TASK TO CARRY OUT
Your task is to repeat, word for word, the line containing "Task: Extract the" and all lines that follow it to the end of the material, and no other lines.

SUPPLIED MATERIAL
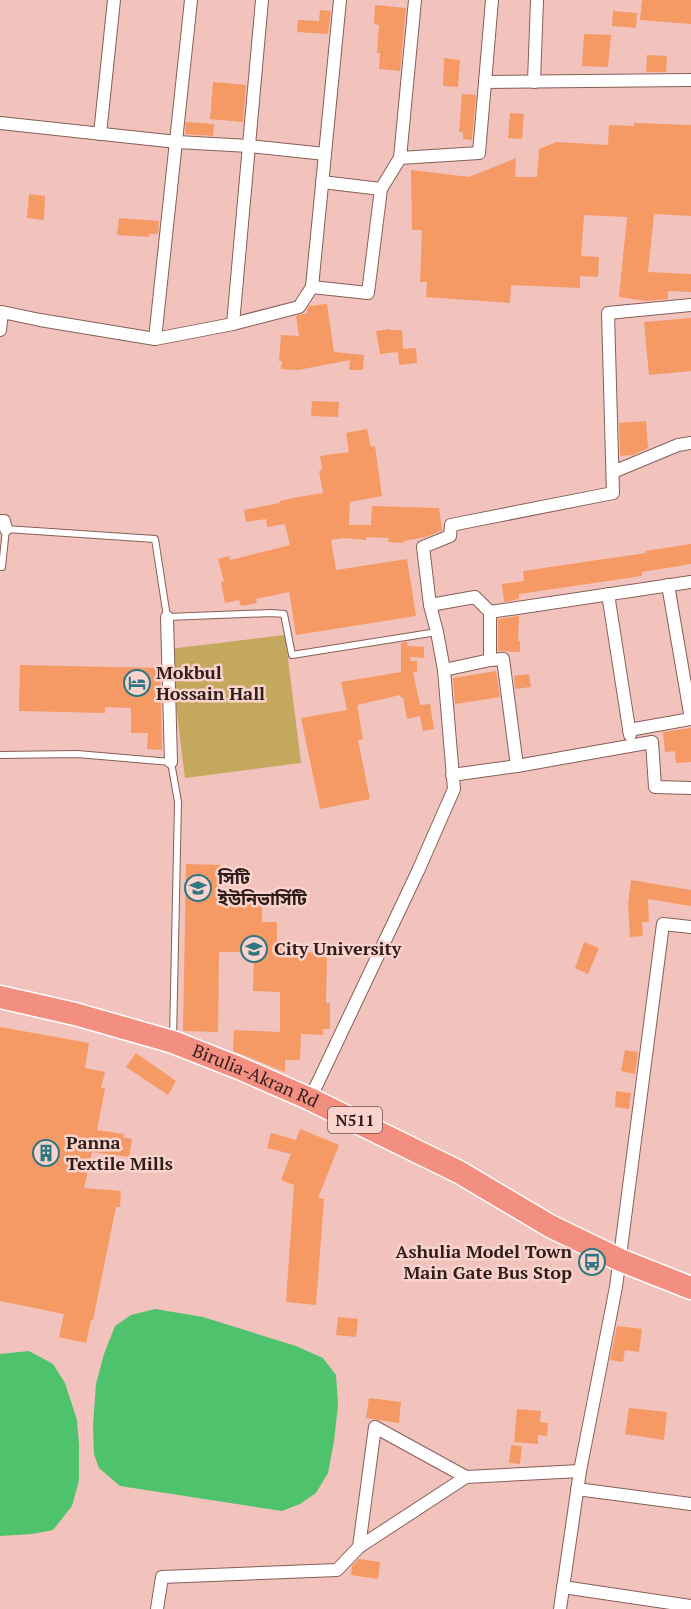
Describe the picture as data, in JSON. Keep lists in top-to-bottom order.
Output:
{
  "streets": {
    "highway": ["Birulia-Akran Rd", "N511"]
  },
  "places": {
    "hotel": ["Mokbul Hossain Hall"],
    "school or university": ["সিটি ইউনিভার্সিটি", "City University"],
    "building": ["Panna Textile Mills"],
    "bus stop": ["Ashulia Model Town Main Gate Bus Stop"]
  }
}
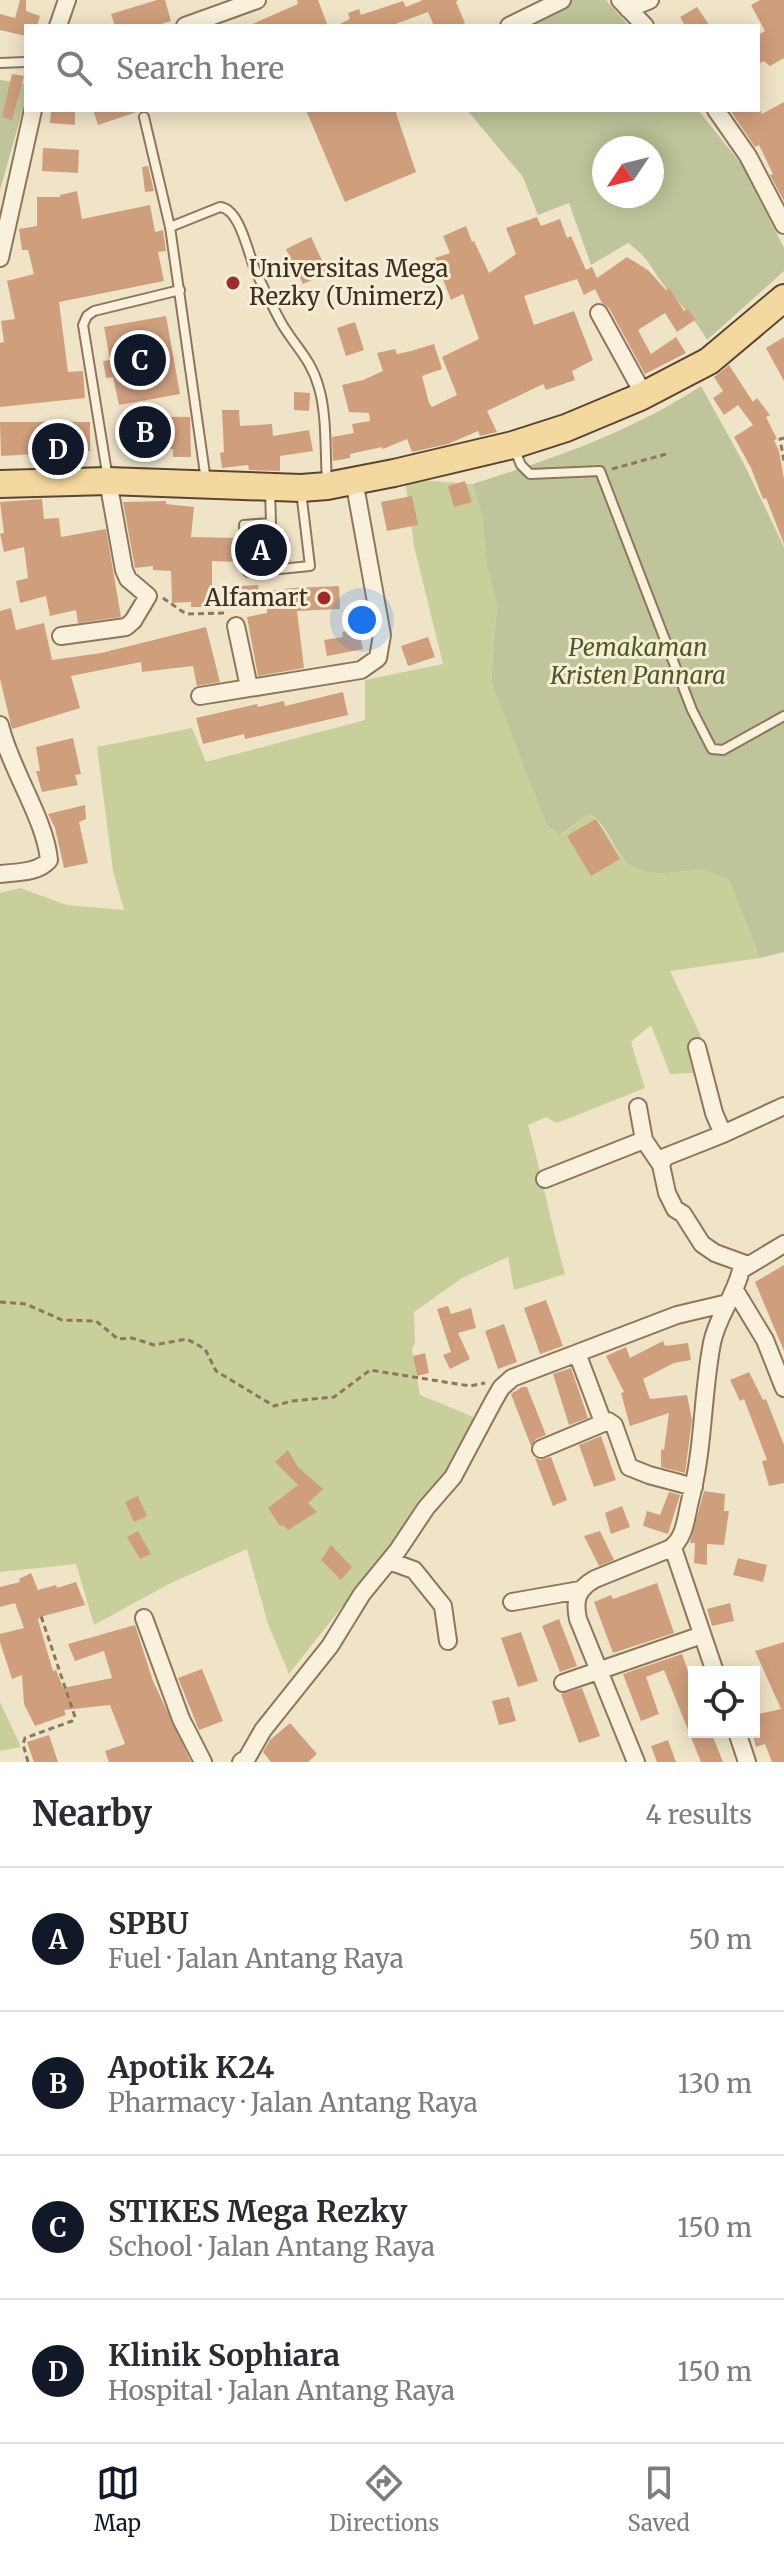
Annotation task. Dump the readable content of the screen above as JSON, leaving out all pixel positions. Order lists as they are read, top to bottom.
{
  "parks": ["Pemakaman Kristen Pannara"],
  "places": ["Universitas Mega Rezky (Unimerz)", "Alfamart"],
  "north": "bottom left",
  "page": {
    "search": "Search here",
    "pins": [
      "C",
      "B",
      "D",
      "A"
    ],
    "heading": ["Nearby", "4 results"],
    "list": [
      {
        "mark": "A",
        "name": "SPBU",
        "note": "Fuel · Jalan Antang Raya",
        "value": "50 m"
      },
      {
        "mark": "B",
        "name": "Apotik K24",
        "note": "Pharmacy · Jalan Antang Raya",
        "value": "130 m"
      },
      {
        "mark": "C",
        "name": "STIKES Mega Rezky",
        "note": "School · Jalan Antang Raya",
        "value": "150 m"
      },
      {
        "mark": "D",
        "name": "Klinik Sophiara",
        "note": "Hospital · Jalan Antang Raya",
        "value": "150 m"
      }
    ],
    "nav": ["Map", "Directions", "Saved"]
  }
}
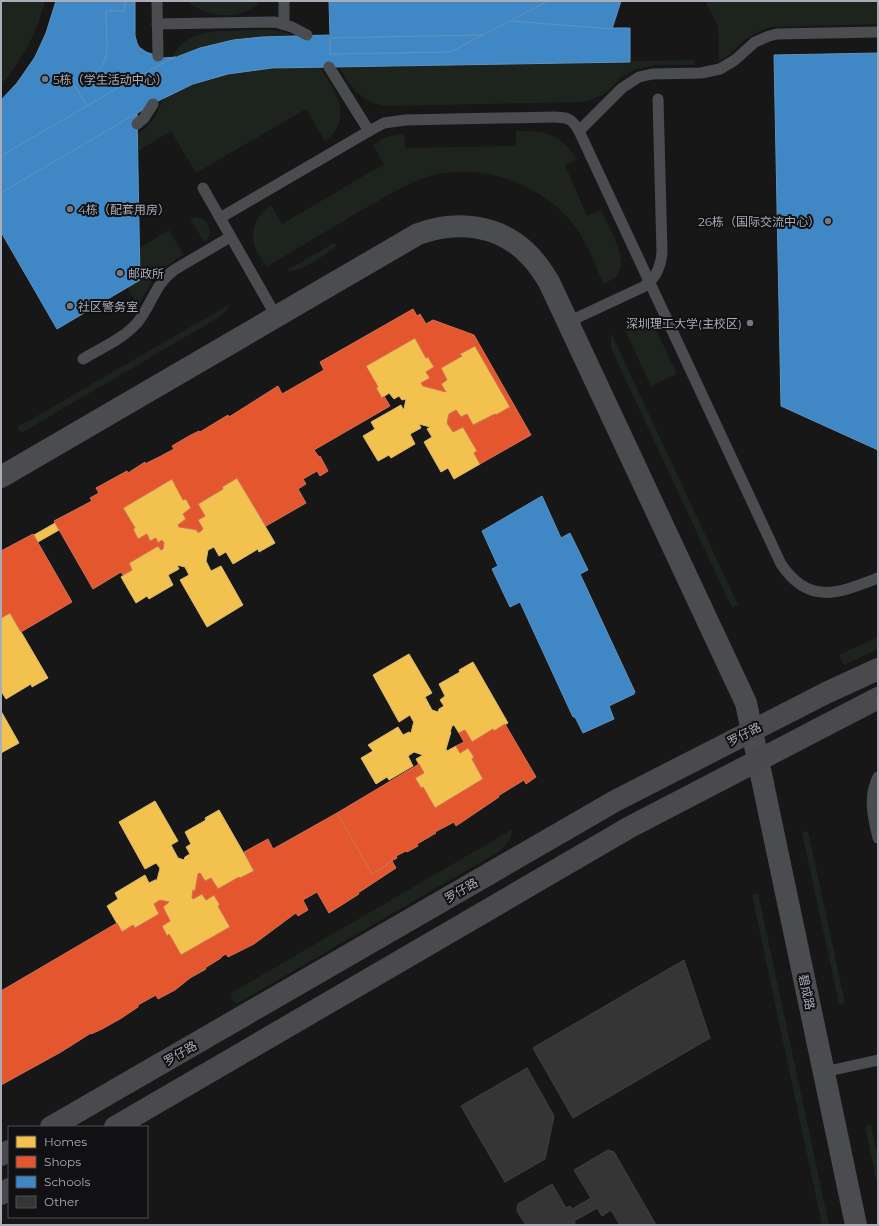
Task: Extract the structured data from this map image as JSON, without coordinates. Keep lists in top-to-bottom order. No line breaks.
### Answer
{"streets":{"main road":["罗仔路"],"street":["碧成路"]},"crossings":[["罗仔路","碧成路"]],"places":["5栋（学生活动中心）","4栋（配套用房）","26栋（国际交流中心）","邮政所","社区警务室","深圳理工大学(主校区)"],"legend":["Homes","Shops","Schools","Other"]}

OUTPUT OF THE TASK
Task: Extract the structured data from this map image as JSON, without coordinates. Keep lists in top-to-bottom order. No line breaks.
### Answer
{"streets":{"main road":["罗仔路"],"street":["碧成路"]},"crossings":[["罗仔路","碧成路"]],"places":["5栋（学生活动中心）","4栋（配套用房）","26栋（国际交流中心）","邮政所","社区警务室","深圳理工大学(主校区)"],"legend":["Homes","Shops","Schools","Other"]}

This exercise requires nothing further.